In 1973, Rose led the league with 230 hits and a .338 batting average en route to winning the NL MVP award and leading "the Big Red Machine" to the 1973 National League Championship Series against the New York Mets.

During the fifth inning of game three of the series, Rose was on first base when Joe Morgan hit a double play ball to Mets first baseman John Milner. Rose slid into second base in an attempt to break up the double play. This incited a fight with Mets shortstop Bud Harrelson that resulted in a bench-clearing brawl. When the Reds took the field, the game was nearly called off after the Shea Stadium crowd threw objects at Rose from the stands.

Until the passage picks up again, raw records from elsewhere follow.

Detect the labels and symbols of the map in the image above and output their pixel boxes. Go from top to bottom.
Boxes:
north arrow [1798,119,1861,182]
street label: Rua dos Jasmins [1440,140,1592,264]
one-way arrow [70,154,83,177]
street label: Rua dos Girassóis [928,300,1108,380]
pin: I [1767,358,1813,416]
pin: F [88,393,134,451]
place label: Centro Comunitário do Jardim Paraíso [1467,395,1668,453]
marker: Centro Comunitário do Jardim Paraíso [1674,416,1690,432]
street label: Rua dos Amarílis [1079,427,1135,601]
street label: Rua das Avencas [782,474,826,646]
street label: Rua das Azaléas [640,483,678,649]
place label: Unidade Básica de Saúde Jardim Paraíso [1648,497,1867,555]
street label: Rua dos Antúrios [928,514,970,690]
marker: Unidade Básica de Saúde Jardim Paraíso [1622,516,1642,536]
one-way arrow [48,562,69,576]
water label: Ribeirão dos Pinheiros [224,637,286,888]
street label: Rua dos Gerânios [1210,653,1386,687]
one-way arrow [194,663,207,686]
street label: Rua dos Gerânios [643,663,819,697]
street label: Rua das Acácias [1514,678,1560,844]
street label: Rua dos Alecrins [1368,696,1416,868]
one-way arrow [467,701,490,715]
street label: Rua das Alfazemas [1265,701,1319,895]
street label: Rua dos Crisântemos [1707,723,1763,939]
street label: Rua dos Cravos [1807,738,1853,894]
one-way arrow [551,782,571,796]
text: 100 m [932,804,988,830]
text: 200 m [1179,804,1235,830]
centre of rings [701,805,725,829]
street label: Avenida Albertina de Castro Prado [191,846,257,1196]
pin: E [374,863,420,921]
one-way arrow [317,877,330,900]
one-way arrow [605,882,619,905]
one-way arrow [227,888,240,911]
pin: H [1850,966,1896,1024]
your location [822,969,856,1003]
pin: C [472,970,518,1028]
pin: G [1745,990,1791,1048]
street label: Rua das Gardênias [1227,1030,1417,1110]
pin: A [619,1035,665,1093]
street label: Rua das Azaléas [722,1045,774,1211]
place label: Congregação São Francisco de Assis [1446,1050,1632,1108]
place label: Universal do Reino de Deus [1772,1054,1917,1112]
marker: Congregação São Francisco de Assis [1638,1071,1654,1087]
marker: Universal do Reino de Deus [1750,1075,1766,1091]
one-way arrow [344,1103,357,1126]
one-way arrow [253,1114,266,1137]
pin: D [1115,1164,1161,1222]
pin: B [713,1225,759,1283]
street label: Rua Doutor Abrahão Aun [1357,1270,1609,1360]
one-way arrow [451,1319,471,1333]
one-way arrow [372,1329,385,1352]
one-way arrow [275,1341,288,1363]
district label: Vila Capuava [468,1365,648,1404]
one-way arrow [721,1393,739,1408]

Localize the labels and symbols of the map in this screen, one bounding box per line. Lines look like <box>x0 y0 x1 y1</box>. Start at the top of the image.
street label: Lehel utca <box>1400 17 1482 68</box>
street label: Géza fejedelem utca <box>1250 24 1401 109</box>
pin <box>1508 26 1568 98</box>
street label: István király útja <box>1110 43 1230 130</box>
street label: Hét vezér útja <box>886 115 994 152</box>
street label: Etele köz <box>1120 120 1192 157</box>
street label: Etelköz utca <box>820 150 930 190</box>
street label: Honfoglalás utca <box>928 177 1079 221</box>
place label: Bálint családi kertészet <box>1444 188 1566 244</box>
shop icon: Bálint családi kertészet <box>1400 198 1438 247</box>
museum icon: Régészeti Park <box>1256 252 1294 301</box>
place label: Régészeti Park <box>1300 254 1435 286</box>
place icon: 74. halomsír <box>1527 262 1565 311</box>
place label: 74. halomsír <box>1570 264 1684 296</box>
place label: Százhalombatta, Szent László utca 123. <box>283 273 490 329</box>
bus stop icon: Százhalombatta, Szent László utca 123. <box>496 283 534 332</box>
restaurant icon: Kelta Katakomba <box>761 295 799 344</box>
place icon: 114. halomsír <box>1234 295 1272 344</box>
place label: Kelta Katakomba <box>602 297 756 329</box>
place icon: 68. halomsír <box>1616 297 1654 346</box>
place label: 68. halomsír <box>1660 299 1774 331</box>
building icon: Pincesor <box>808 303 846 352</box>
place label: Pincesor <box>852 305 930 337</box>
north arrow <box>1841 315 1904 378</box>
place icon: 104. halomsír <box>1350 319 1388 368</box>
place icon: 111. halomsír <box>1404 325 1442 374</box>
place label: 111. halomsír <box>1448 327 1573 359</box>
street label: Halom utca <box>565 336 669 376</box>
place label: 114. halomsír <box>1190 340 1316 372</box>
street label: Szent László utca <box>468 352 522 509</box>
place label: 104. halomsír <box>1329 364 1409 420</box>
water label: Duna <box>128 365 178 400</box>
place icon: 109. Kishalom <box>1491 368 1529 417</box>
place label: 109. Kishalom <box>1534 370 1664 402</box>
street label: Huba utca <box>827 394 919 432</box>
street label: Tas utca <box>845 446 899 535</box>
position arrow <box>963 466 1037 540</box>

The disruption caused Reds manager Sparky Anderson to pull his team off the field until order was restored. Mets manager Yogi Berra and players Willie Mays, Tom Seaver, Cleon Jones, and Rusty Staub were summoned by NL President Chub Feeney out to left field to calm the fans. The Reds ended up losing the game, 9–2, and the NLCS, 3–2, despite Rose's .381 batting average in the series, including his eighth-inning home run to tie game one and his 12th-inning home run to win game four. Also around this time, Rose, who had previously sported a crewcut, grew his now-famous bowl cut, a hair style he would wear for the rest of his career.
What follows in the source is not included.